Background T-cell-rich angiomatoid polypoid pseudolymphoma (TRAPP) and inflammatory lobular hemangioma (ILH) encompass a spectrum of cutaneous vascular lesions in which a prominent lymphoplasmacytic component may impart a pattern highly reminiscent of low-grade cutaneous lymphoma (pseudolymphoma). Epithelioid hemangioma, including its most common variant angiolymphoid hyperplasia with eosinophilia (ALHE), is a distinct entity associated with FOS and/or FOSB expression detected by immunohistochemistry (IHC). These entities can show significant morphological overlap. Methods We performed IHC for FOSB, FOS, and lymphoid markers in a series of TRAPP/ILH and ALHE. Results We identified 13 cases of ILH/TRAPP, which showed a predominance in CD8(+) T-cells (CD8>CD4: 11/13) while FOSB and FOS were expressed in 36% (4/11) and 27% (3/11) of cases, respectively.
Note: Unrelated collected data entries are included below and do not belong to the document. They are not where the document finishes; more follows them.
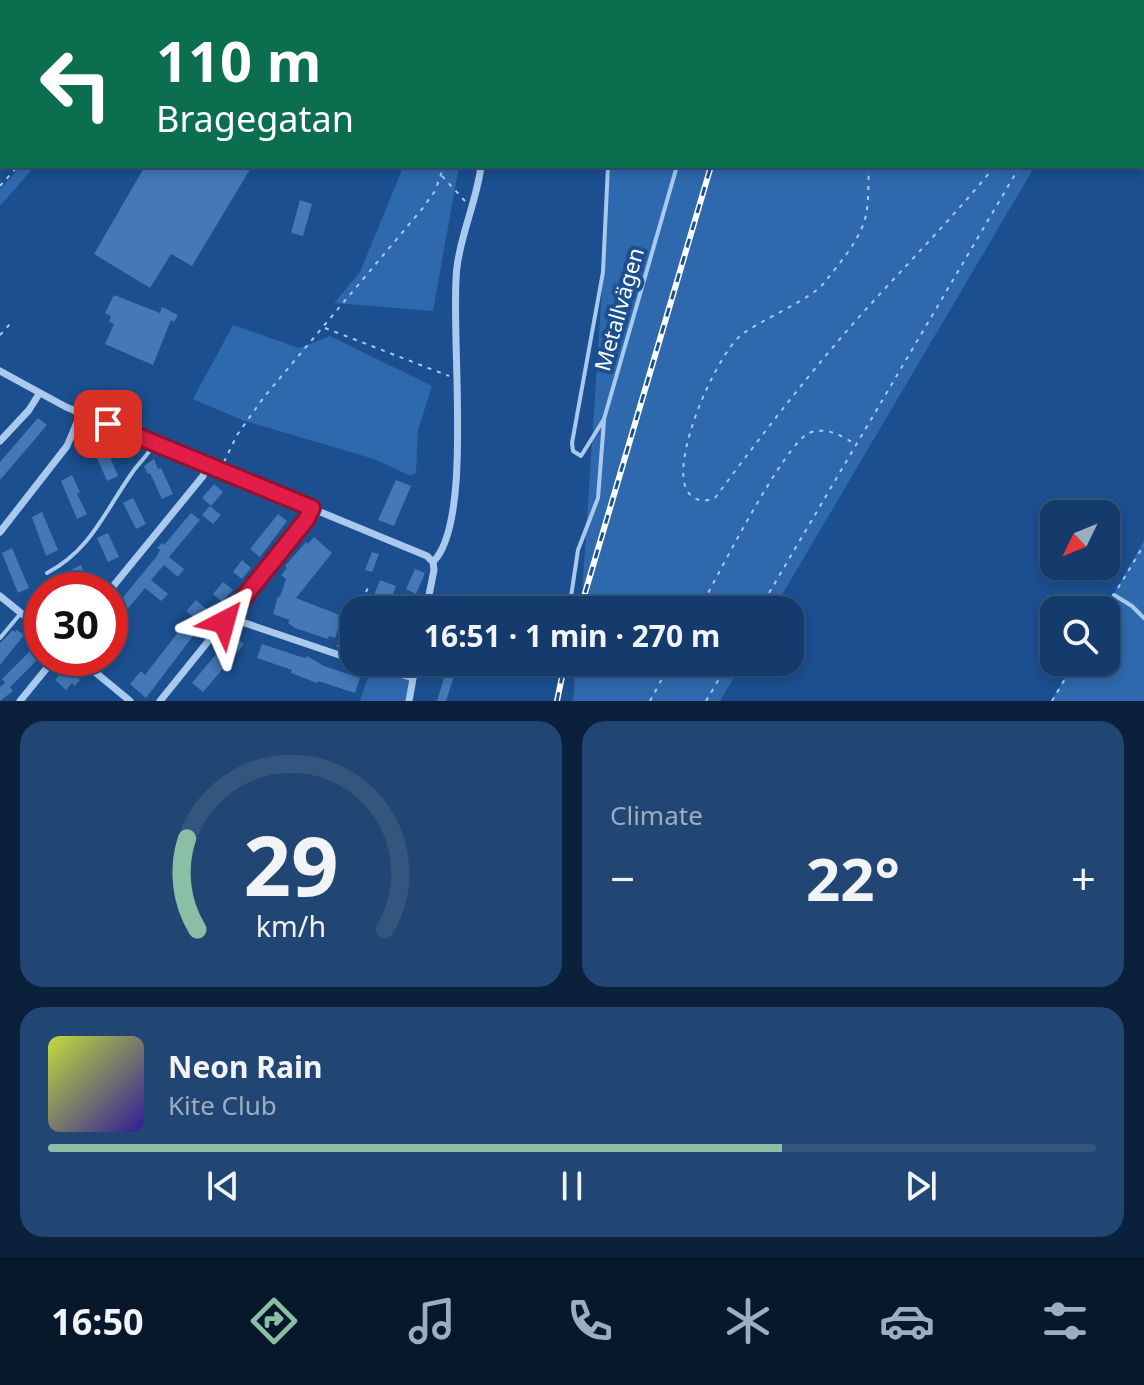 <!DOCTYPE html>
<html lang="en">
<head>
<meta charset="utf-8">
<style>
	:root { --surface:#143b6b; --page:#214673; --text:#f1f3f6; --muted:#9dadc1; --line:#33557e; --accent:#8abfa5 }
	body { margin:0; font-family:"Noto Sans",sans-serif; background:var(--page); color:var(--text); height:100vh; display:flex; flex-direction:column; font-size:30px; white-space:nowrap }
	* { box-sizing:border-box; margin:0 }
	p { font-size:26px; color:var(--muted) }
	.icon { flex:none; width:44px; height:44px; fill:none; stroke:currentColor; stroke-width:2; stroke-linecap:round; stroke-linejoin:round }
	.map { position:relative; height:701px; overflow:hidden }
	.drawer { display:flex; flex-direction:column; gap:20px; padding:20px; background:#0b203b; flex:1 }
	.drawer>* { flex:none }
	.hud { position:absolute; left:0px; top:0px; width:1144px; height:168px; box-shadow:0 4px 12px #0003,0 0 0 2px var(--line); background:#0b6e4f; color:#fff; overflow:hidden }
	.needle { width:52px; rotate:227deg }
	.tools { position:absolute; left:1040px; top:500px; display:grid; gap:16px }
	.tools a { display:grid; place-items:center; width:80px; height:80px; border-radius:16px; background:var(--surface); box-shadow:0 4px 12px #0003,0 0 0 2px var(--line); font-size:40px }
	.speed { position:absolute; left:24px; top:572px; display:flex; gap:16px; font-size:40px; font-weight:700; text-align:center }
	.speed>* { display:grid; place-content:center; width:104px; height:104px; border-radius:50%; background:var(--surface); box-shadow:0 4px 12px #0003,0 0 0 2px var(--line); line-height:1 }
	.speed .limit { border:12px solid #d22; background:#fff; color:#111 }
	.pin { position:absolute; display:grid; place-items:center; width:68px; height:68px; color:#fff; margin:-34px; border-radius:16px; box-shadow:0 4px 12px #0006 }
	.me { position:absolute; width:88px; margin:-44px; rotate:39deg; stroke-linejoin:round; filter:drop-shadow(0 0 6px #0008) }
	.turn { display:flex; align-items:center; gap:28px; height:168px; padding:0 24px; font-size:36px }
	.turn .icon { width:104px; height:104px; stroke-width:2.5 }
	.turn b { display:block; font-size:56px; line-height:68px }
	.big { font-size:60px; font-weight:700; line-height:1.1 }
	.drawer .widget { flex:1; display:flex; flex-direction:column; justify-content:center; gap:12px; min-width:0; padding:0 28px; border-radius:24px; background:var(--page) }
	.drawer .dial { align-items:center; gap:0 }
	.dial svg { height:208px; overflow:visible; fill:none; stroke:var(--line); stroke-width:7; stroke-linecap:round; text-anchor:middle }
	.dial text { fill:var(--text); stroke:none }
	.song { display:flex; align-items:center; gap:24px }
	.cover { width:96px; height:96px; border-radius:12px; background:linear-gradient(135deg,hsl(70 70% 55%),hsl(250 70% 35%)) }
	.played { height:8px; border-radius:4px; background:linear-gradient(90deg,var(--accent) 70%,var(--line) 70%) }
	.keys { display:flex; justify-content:space-around; direction:ltr }
	.heat { display:flex; justify-content:space-between; align-items:center; font-size:44px; direction:ltr }
	.drawer .tiles { flex:1; display:grid; gap:20px; grid-template-columns:1fr 1fr }
	.widget:last-child { grid-column:span 2 }
	.trip { position:absolute; left:340px; top:596px; width:464px; height:80px; border-radius:24px; background:var(--surface); box-shadow:0 4px 12px #0003,0 0 0 2px var(--line); font-weight:700; line-height:80px; text-align:center }
	.dock { display:flex; height:128px; justify-content:space-around; align-items:center; background:#08182b; color:var(--muted) }
	.dock .icon { width:56px; height:56px }
	.dock .current { color:var(--accent) }
	.dock b { font-size:36px; color:var(--text) }
	.map>svg:first-child { display:block }
</style>
</head>
<body>
<div class="map">
<svg width="1144" height="701" viewBox="0 0 1144 701">
	<rect width="100%" height="100%" fill="#1b4f8f"/>
	<path fill="#2e69ad" d="M286,0H473L284,2Z
		M616,0H1133L616,2Z
		M21,166H35L0,206V189Z
		M388,166H459L433,311L334,303L360,272L402,170Z
		M610,166H1035L773,610H581Z
		M233,325L299,348L330,336L432,386L418,430L416,473L411,476L374,459L242,420L193,399Z
		M1144,540V701H1051L1074,662H1106L1105,610Z
		M576,662H743L720,701H573Z
		M371,668L412,678L408,701H360Z"/>
	<path fill="#4478b7" d="M145,166H252L192,266L171,254L150,288L94,254Z
		M300,200L312,204L303,236L291,233Z
		M114,295L160,313L162,307L178,315L174,322L171,320L153,365L105,344L114,324L109,322L111,316L105,313Z
		M38,418L47,425L0,480V462Z
		M102,438L118,476L107,481L91,444Z
		M154,459L158,469L161,468L173,494L162,499L150,473L148,474L144,466Z
		M72,475L80,492L77,494L87,514L77,519L61,481Z
		M396,480L411,486L394,526L378,520Z
		M214,484L223,492L211,506L202,498Z
		M133,498L146,524L136,529L123,503Z
		M210,506L221,515L213,524L202,515Z
		M42,512L58,550L46,556L32,517Z
		M191,513L200,520L169,557L184,569L178,577L164,565L151,580L168,594L161,601L145,588L110,630V613L157,556L160,550L157,548L162,543L164,545Z
		M278,514L287,521L260,557L250,549Z
		M108,533L119,557L108,562L97,538Z
		M314,537L332,553L296,598L342,616L335,638L329,636L328,639L295,628L288,623L290,620L273,614L278,596L280,597L286,579L281,575L287,568L285,566L306,542L308,544Z
		M12,548L29,588L18,593L2,553Z
		M372,552L379,554L372,572L365,570Z
		M242,560L251,568L242,579L233,572Z
		M81,565L93,590H81L71,570Z
		M415,569L425,573L416,594L406,589Z
		M380,580L396,586L387,610H368Z
		M223,582L233,590L222,602L213,594Z
		M196,600L213,615L204,626L186,611Z
		M182,627L193,636L146,698L130,684L141,671L145,675Z
		M13,630L15,632L17,630L24,635L0,665V643Z
		M232,635L244,644L203,692L192,683Z
		M262,644L298,656L306,658L307,656L324,666L360,678L355,693L318,681L317,683L291,673L292,670L257,658Z
		M31,650L39,658L10,687L13,691L0,701V687L5,683L2,679Z
		M65,668L80,680L75,686L72,683L66,690L55,680Z
		M446,671L455,673L446,701H437Z"/>
	<g fill="none" stroke-linecap="round" stroke-linejoin="round">
		<path stroke="#a9c9ee" stroke-width="2" stroke-dasharray="4 6" stroke-linecap="butt" d="M83,2L88,0
			M248,2L252,0
			M787,2V0
			M1071,2L1072,0
			M1115,2L1116,0
			M0,47H2
			M0,109L2,107
			M869,166C868,182 869,200 866,215C861,239 839,264 824,283C810,300 762,319 741,335C716,356 668,463 688,492C695,502 705,502 715,498C764,432 813,368 868,307C911,260 955,215 995,166
			M442,176L465,201
			M0,186L18,166
			M325,328L449,376
			M0,335L11,323
			M224,462L237,435L264,397L422,209L435,191L444,166
			M1118,588L1144,545
			M357,610L369,586
			M699,610C716,579 784,444 809,433C826,426 842,436 855,444
			M759,610L1020,166
			M1105,610L1110,601
			M338,647L354,616
			M650,701L671,662
			M706,701L729,662
			M1052,701L1075,662"/>
		<path stroke="#a9c9ee" stroke-width="4" d="M727,2L728,0
			M608,166L603,272L572,443L573,451L581,456L604,419L677,166
			M47,573C91,550 105,511 132,473C139,462 149,455 154,443
			M1114,595L1132,606L1144,618
			M569,610L578,550L598,498L604,421
			M0,638L21,613"/>
		<path stroke="#a9c9ee" stroke-width="7" d="M494,2V0
			M0,371L66,407L427,556L433,562
			M0,441L29,410L39,394
			M0,532L67,446L81,413L95,396
			M110,590L203,476L208,465
			M0,596L42,630
			M426,610L434,570L433,562C475,521 449,329 457,267C461,233 477,200 481,166
			M230,615L239,621L354,660
			M78,658L130,701
			M359,662L413,678
			M20,701L55,658
			M160,701L306,520L312,508
			M409,701L416,662"/>
		<path stroke="#d6e6fa" stroke-width="10" d="M136,2L138,0
			M0,145L2,143"/>
		<defs>
			<path id="rail" d="M760,2L761,0
				M580,610L711,166
				M557,701L565,662"/>
		</defs>
		<use href="#rail" stroke="#fff" stroke-width="6"/>
		<use href="#rail" stroke="#1b4f8f" stroke-width="3" stroke-dasharray="9" stroke-linecap="butt"/>
	</g>
	<g fill="none" stroke-linecap="round" stroke-linejoin="round">
		<defs>
			<path id="route" d="M108,424L312,508L306,520L224,622"/>
		</defs>
		<use href="#route" stroke="#92132f" stroke-width="20"/>
		<use href="#route" stroke="#e11d48" stroke-width="14"/>
	</g>
	<g text-anchor="middle" dominant-baseline="central" stroke-width="8" stroke-linejoin="round" paint-order="stroke">
		<g font-size="22" fill="#fff" stroke="#1b4f8f">
			<text transform="translate(618 309) rotate(-74)">Metallvägen</text>
		</g>
	</g>
</svg>
<div class="tools">
<a><svg class="needle" viewBox="-14 -14 28 28"><path d="M0-13l5 13h-10z" fill="#e53935"/><path d="M0 13l5-13h-10z" fill="#9dadc1"/></svg></a>
<a><svg class="icon" aria-label="search" viewBox="0 0 24 24"><circle cx="10" cy="10" r="6"/><path d="M15 15l6 6"/></svg></a>
</div>
<div class="speed"><div class="limit">30</div></div>
<div class="pin" style="left:108px;top:424px;background:#d93025"><svg class="icon" aria-label="arrive" viewBox="0 0 24 24"><path d="M6 21V4h12l-3 4 3 4H6"/></svg></div>
<svg class="me" style="left:224px;top:622px" viewBox="-20 -20 40 40"><path d="M0-17L14 15 0 8-14 15z" fill="#e11d48" stroke="#fff" stroke-width="4"/></svg>
<div class="trip">16:51 · 1 min · 270 m</div>
<div class="hud">
<div class="turn"><svg class="icon" aria-label="left" viewBox="0 0 24 24"><path d="M17 20v-9H6M10 6l-5 5 5 5"/></svg><div><b>110 m</b>Bragegatan</div></div>
</div>
</div>
<section class="drawer">
<div class="tiles">
<div class="widget dial"><svg viewBox="0 0 100 80">
<path d="M14 69A42 42 0 1 1 86 69"/>
<path d="M14 69A42 42 0 0 1 10 34" stroke="#8abfa5"/>
<text x="50" y="56" font-size="32" font-weight="700">29</text>
<text x="50" y="72" font-size="11">km/h</text>
</svg></div>
<div class="widget"><p>Climate</p>
<div class="heat"><a>−</a><b class="big">22°</b><a>+</a></div>
</div>
<div class="widget">
<div class="song"><i class="cover"></i><div><b>Neon Rain</b><p>Kite Club</p></div></div>
<div class="played"></div>
<div class="keys"><svg class="icon" aria-label="previous" viewBox="0 0 24 24"><path d="M18 5L8 12l10 7zM5 5v14"/></svg><svg class="icon" aria-label="pause" viewBox="0 0 24 24"><path d="M8 5v14M16 5v14"/></svg><svg class="icon" aria-label="next" viewBox="0 0 24 24"><path d="M6 5l10 7-10 7zM19 5v14"/></svg></div>
</div>
</div>
</section>
<nav class="dock">
<b>16:50</b>
<svg class="icon current" aria-label="directions" viewBox="0 0 24 24"><path d="M12 3l9 9-9 9-9-9zM9 14v-3h6M13 9l2 2-2 2"/></svg>
<svg class="icon" aria-label="music" viewBox="0 0 24 24"><path d="M9 18V5l10-2v13"/><circle cx="6" cy="18" r="3"/><circle cx="16" cy="16" r="3"/></svg>
<svg class="icon" aria-label="phone" viewBox="0 0 24 24"><path d="M5 4h4l2 5-3 2q2 4 5 5l2-3 5 2v4C11 20 4 13 5 4z"/></svg>
<svg class="icon" aria-label="climate" viewBox="0 0 24 24"><path d="M12 3v18M4 7l16 10M4 17L20 7"/></svg>
<svg class="icon" aria-label="car" viewBox="0 0 24 24"><path d="M5 17H2v-5l4-1 3-4h7l3 4 3 1v5h-3M9 17h6M6 11h13"/><circle cx="7" cy="17" r="2"/><circle cx="17" cy="17" r="2"/></svg>
<svg class="icon" aria-label="filters" viewBox="0 0 24 24"><path d="M4 7h16M4 17h16"/><circle cx="9" cy="7" r="2"/><circle cx="15" cy="17" r="2"/></svg>
</nav>
</body>
</html>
ALHE (n = 9) showed a predominance in CD4(+) T-cell (67%) with FOSB and FOS co-expression in 78% (seven of nine) of the cases. Conclusion We showed, based on FOS and/or FOSB immunohistochemical expression, that there is a possible link between ILH/TRAPP and epithelioid hemangioma/ALHE. The use of FOS and FOSB IHC in the routine diagnostic setting of cutaneous vascular lesions will help to redefine cases of ILH/TRAPP as a subset of these may represent inflammatory variants of epithelioid hemangioma.